Embrace the Fundamentals
On the morning of our first session, guess what we eventually spent our time on? Talking about the basics, the very things I thought I knew, but in truth, hardly knew squat about—all the basic parameters of exposure: aperture, shutter speed, light sensitivity, and how to adjust them up or down, tweaking each one in fine balance with the other, all while dancing consciously with the light.

I thought I knew depth of field, but I’d be more honest if I told myself: “Not really, girl, you only kinda sorta know it.” And bokeh? Yes, of course, I’ve heard it before, I’ve even written a little reflection on the word. Gee, but I can’t quite remember what it is! Aperture priority? That too, sits in the recesses of my mind, but what’s the effect and purpose? Uh, not sure!

I suppose learning the craft of writing is no different—any craft, for that matter. Close our eyes on the basics, and run along with our bossy ego, chances are we can only go so far, as far as our fuzzy, kinda-sorta knowledge would take us.
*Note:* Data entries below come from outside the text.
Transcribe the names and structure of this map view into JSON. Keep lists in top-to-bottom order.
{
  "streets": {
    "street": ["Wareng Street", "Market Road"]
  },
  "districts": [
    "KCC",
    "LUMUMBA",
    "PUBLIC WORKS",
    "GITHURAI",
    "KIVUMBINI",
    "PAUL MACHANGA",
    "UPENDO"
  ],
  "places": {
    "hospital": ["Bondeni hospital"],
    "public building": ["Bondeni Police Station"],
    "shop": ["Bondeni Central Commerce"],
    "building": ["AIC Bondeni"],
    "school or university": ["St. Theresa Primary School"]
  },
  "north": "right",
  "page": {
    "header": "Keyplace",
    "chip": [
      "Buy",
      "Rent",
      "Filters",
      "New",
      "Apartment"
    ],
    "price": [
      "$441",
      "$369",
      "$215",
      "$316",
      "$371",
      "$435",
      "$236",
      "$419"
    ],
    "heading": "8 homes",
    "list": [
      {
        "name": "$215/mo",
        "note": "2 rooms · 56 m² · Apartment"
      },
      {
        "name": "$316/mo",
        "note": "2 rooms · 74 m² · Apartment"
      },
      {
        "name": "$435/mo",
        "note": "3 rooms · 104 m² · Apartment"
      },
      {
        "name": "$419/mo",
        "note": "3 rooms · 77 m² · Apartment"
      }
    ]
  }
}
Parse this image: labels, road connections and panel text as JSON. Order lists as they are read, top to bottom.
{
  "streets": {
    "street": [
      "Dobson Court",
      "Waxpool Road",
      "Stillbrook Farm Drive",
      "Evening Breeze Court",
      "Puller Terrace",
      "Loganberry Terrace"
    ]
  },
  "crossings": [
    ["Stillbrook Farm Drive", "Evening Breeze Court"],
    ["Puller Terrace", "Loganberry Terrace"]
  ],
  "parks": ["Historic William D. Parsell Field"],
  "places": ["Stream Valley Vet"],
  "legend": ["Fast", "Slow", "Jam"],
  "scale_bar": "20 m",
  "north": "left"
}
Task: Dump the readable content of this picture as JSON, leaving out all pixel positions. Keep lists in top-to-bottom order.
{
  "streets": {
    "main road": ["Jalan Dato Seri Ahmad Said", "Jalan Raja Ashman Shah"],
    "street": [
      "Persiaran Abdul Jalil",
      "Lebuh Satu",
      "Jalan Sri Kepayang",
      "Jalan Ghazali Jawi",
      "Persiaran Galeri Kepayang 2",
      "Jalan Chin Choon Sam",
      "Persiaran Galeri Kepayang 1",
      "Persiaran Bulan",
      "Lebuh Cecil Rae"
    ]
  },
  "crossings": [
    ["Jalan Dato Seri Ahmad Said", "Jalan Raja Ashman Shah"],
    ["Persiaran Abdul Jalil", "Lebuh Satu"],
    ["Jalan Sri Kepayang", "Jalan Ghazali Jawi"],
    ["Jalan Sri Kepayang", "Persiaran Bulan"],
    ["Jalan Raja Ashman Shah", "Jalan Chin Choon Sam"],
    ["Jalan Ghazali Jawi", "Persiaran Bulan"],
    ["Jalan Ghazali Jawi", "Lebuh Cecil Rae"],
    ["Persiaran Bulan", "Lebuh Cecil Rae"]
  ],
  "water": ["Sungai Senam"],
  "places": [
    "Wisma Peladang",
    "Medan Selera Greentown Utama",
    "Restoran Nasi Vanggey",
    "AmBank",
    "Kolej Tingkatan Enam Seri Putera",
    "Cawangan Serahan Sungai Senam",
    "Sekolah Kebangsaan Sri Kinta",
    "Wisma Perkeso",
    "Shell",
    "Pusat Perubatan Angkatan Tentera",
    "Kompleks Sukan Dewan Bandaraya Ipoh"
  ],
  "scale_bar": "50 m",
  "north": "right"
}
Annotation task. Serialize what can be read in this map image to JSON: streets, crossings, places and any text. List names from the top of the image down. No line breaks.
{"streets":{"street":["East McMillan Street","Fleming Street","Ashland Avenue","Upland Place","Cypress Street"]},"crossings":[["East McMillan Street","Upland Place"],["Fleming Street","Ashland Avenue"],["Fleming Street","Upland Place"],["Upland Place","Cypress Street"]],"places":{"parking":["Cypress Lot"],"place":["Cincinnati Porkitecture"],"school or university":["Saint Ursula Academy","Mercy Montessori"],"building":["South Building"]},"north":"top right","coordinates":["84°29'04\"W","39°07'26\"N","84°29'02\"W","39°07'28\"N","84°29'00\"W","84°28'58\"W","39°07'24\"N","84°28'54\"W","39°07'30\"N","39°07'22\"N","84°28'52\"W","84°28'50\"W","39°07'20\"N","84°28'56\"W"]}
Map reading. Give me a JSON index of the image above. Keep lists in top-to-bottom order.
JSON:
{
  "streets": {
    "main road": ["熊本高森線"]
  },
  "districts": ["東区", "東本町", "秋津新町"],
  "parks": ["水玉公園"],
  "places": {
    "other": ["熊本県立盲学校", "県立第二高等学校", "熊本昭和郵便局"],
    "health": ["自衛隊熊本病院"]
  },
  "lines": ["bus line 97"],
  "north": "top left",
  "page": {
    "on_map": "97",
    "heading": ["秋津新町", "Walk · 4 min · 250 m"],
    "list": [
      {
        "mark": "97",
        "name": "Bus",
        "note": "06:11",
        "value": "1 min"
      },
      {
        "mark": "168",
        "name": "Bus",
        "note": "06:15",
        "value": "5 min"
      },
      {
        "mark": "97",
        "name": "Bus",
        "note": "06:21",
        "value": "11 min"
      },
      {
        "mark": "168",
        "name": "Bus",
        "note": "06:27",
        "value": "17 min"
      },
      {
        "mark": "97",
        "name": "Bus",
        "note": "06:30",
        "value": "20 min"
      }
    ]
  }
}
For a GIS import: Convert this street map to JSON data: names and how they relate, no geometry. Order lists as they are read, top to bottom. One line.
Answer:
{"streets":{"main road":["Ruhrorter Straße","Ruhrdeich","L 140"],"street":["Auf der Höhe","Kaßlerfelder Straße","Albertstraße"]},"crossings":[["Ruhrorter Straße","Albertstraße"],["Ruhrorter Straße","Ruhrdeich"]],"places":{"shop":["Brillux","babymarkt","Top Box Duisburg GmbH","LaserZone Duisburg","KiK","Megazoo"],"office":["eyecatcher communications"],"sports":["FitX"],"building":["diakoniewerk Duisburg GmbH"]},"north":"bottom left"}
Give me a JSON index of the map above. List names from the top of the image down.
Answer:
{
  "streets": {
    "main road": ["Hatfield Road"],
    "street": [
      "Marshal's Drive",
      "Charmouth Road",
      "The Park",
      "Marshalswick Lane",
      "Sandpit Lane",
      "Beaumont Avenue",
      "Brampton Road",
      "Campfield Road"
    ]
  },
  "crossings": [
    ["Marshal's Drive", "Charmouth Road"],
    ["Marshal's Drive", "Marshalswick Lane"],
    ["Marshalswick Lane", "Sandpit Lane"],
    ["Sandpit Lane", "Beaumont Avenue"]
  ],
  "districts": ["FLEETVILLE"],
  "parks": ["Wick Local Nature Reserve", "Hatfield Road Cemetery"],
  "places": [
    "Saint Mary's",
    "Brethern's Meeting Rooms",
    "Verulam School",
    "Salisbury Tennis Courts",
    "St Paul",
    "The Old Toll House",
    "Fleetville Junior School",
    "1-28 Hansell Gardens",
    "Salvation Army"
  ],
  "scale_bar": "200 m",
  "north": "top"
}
So if you really want to write well, and write better, get to know your parts of speech. They are the building blocks of sentences, and it’s imperative you acquaint yourself with how they work, just as a painter would make it his business to understand the interplay of light and shadow, or a chef, the nuances of heat, and the fine balance between taste and texture, flavor and aroma.

The best part of our parts of speech primer is that it isn’t as complex as the lessons on exposure in my Photography 101 class. All you need to know is that there are nine parts of speech in English (I’ve counted them for you): 

part of speech (n)
a category to which a word is assigned in accordance with its syntactic functions. In English the main parts of speech are noun, pronoun, adjective, determiner, verb, adverb, preposition, conjunction, and interjection.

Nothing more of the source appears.